(Data entries)
[Start of section]
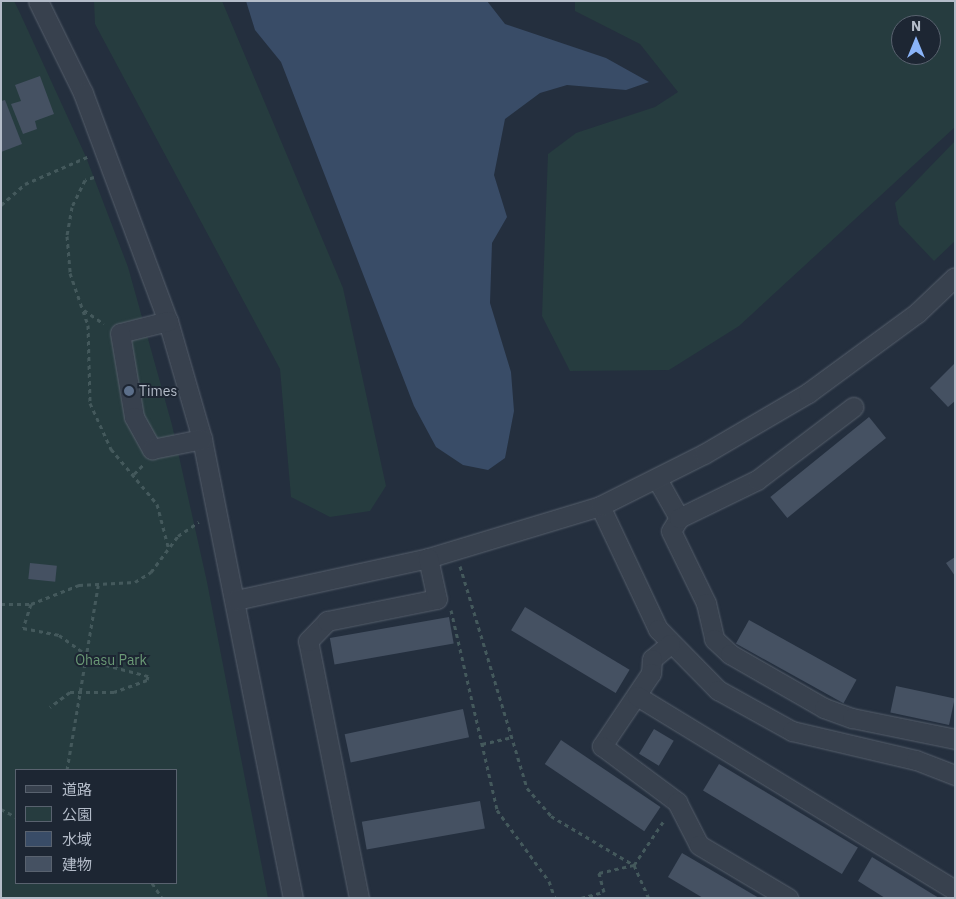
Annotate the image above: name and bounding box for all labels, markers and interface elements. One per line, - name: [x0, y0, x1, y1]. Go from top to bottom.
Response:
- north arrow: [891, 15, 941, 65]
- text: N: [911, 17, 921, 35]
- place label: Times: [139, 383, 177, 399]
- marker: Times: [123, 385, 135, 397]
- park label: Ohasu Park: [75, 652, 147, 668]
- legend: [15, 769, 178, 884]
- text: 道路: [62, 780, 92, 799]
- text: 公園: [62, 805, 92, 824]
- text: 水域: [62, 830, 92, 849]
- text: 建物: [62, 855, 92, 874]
[End of section]
[Start of section]
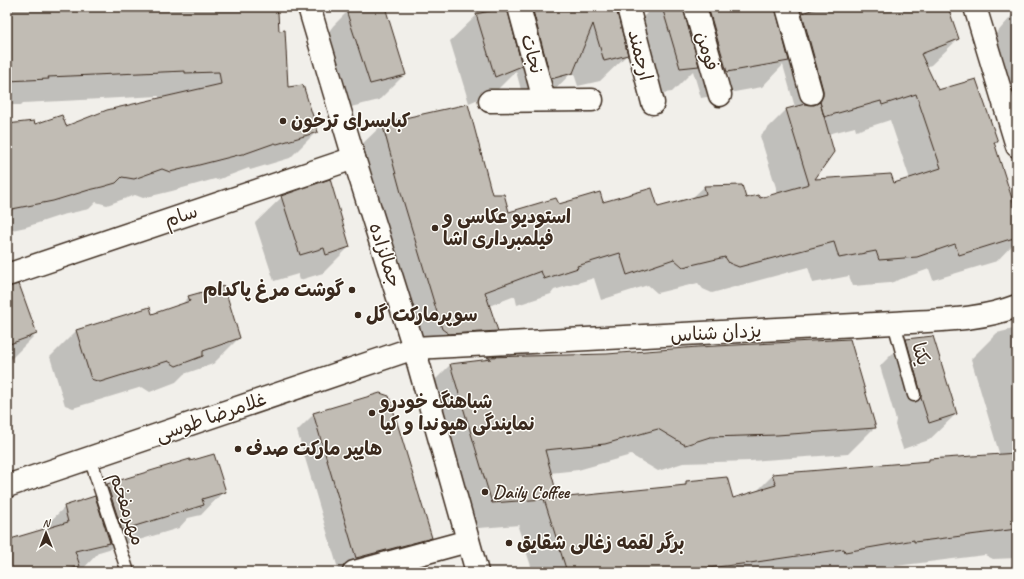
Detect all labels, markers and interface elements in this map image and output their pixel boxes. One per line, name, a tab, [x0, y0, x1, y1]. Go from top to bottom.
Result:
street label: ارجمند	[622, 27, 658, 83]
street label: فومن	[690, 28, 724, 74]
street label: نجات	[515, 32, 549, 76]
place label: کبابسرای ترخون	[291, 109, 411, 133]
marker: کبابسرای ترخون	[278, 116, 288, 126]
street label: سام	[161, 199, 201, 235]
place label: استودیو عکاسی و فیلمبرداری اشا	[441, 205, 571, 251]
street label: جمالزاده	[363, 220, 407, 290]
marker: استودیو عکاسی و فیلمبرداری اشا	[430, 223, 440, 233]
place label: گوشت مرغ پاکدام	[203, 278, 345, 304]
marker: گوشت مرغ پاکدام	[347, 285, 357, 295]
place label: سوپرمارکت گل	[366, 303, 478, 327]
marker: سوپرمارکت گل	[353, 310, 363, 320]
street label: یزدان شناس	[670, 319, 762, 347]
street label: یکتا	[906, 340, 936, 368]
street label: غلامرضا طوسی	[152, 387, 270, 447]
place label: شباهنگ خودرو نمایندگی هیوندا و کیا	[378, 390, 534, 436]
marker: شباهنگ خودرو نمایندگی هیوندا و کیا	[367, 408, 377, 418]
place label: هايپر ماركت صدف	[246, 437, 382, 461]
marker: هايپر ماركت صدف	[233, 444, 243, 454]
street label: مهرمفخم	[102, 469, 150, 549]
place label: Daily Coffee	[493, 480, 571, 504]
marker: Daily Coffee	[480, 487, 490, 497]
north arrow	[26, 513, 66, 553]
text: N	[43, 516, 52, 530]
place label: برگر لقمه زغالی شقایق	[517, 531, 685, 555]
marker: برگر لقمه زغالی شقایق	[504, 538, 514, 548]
[End of section]
▶ _TASK STATEMENT_
What lines in the records above include the string "interface"? Copy each one.

▶ _RESPONSE BOX_
Annotate the image above: name and bounding box for all labels, markers and interface elements. One per line, - name: [x0, y0, x1, y1]. Go from top to bottom.
Detect all labels, markers and interface elements in this map image and output their pixel boxes. One per line, name, a tab, [x0, y0, x1, y1]. Go from top to bottom.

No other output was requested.